Kamis 12 Desember 2024

Pertemuan Mega Dan Prabowo Patut Disyukuri

BANDUNG, FOKUSJabar.id Ketua DPD Golkar Jawa Barat Dedi Mulyadi menilai pertemuan ketua umum PDIP Megawati Soekarno Putri dengan ketua umum Gerindra Prabowo Subianto hal yang wajar tidak ada yang lebih dan biasa-biasa.

Bahkan Dedi yang juga ketua Tim Kampaye Daerah (TKD) Jawa Barat mengaku telah memprediksi pertemuan tersebut, kata dia, pertemuan yang dilakukan oleh mereka saat ini itu biasa-biasa saja.

“Sudah diprediksi sejak dulu, artinya kalau muncul sekarang udah enggak aneh, saya sudah memperkirakan,” kata Dedi saat dihubungi, Kamis (25/8/2019).

Dedi menjelaskan, pertemuan dua tokoh nasional tersebut memang menggemparkan di masyarakat. Namun, menurut dia hal tersebut biasa terjadi di dunia politik.

“Sebenarnya cair-cair saja. Bagi saya pertemuan Ibu Mega dan Pak Prabowo biasa -biasa saja karena sebelumnya pernah mencalonkan bersama artinya enggak ada problem,” ucapnya.

Dedi menambahkan, pertemuan Prabowo dan Megawati sepatutnya disyukuri oleh rakyat Indonesia. Dia pun mengimbau kepada masyarakat agar melupakan perseteruan antar pendukung carpes-cawapres di Pilpres 2019. Lanjut Dedi, rakyat saat ini lebih baik mengawasi kerja elit politik di eksekutif dan legislatif.

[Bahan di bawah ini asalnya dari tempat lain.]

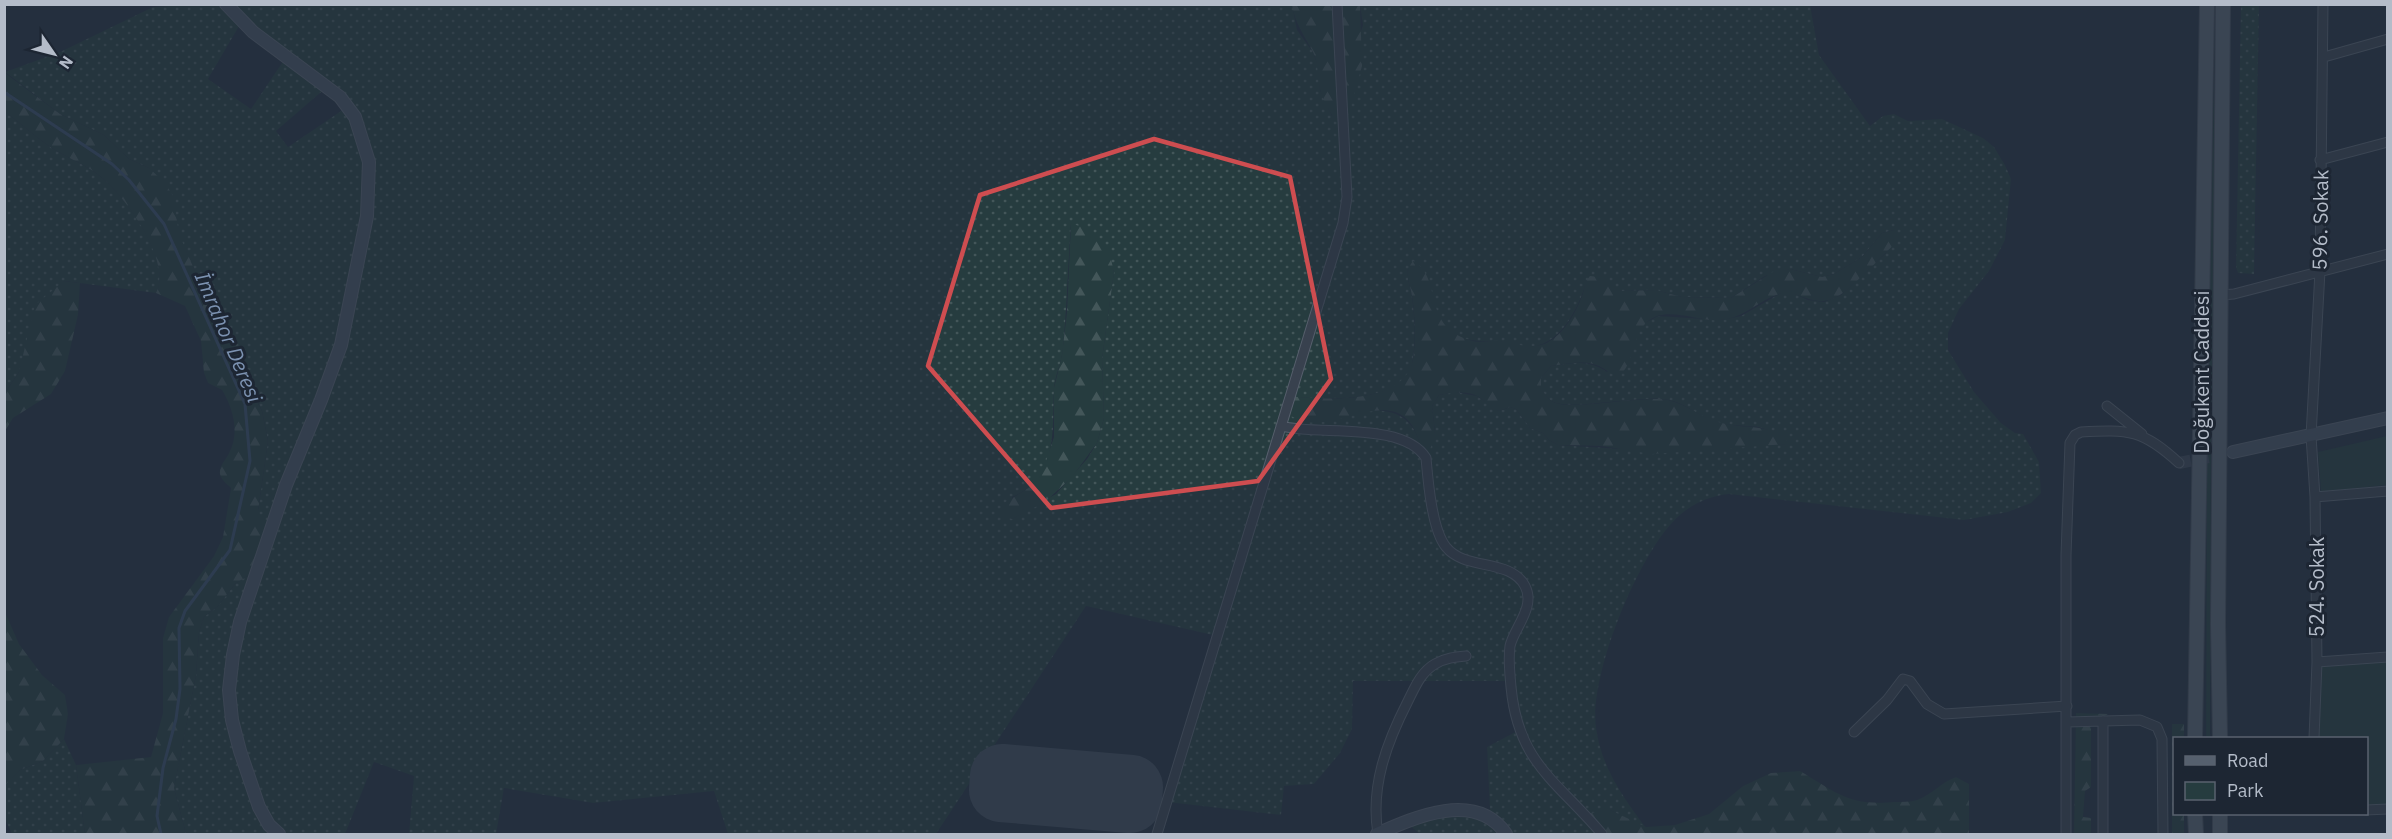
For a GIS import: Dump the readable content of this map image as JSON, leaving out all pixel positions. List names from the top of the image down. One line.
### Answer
{"streets":{"main road":["Doğukent Caddesi"],"street":["596. Sokak","524. Sokak"]},"crossings":[["596. Sokak","524. Sokak"]],"water":["İmrahor Deresi"],"legend":["Road","Park"],"north":"bottom right"}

BACA JUGA: Viral Logo Baru Kemenparekraf, Dari Pujian hingga Disebut Mirip Logo Kampanye Prabowo

“Bagi saya bagus lah, enggak ada lagi ribut-ribut urusan ideologi lagi. Pilkada juga nanti bisa bareng-bareng lagi. Pelajaran penting bagi rakyat, sudah deh, jangan bertengkar mati-matian ngebelain elit. Sudah, biasa saja. Jangan percaya sama pertengkaran elit. Ini musuhannya cuma di sinetron, tapi kadang-kadang penonton terpengaruh,” ujarnya.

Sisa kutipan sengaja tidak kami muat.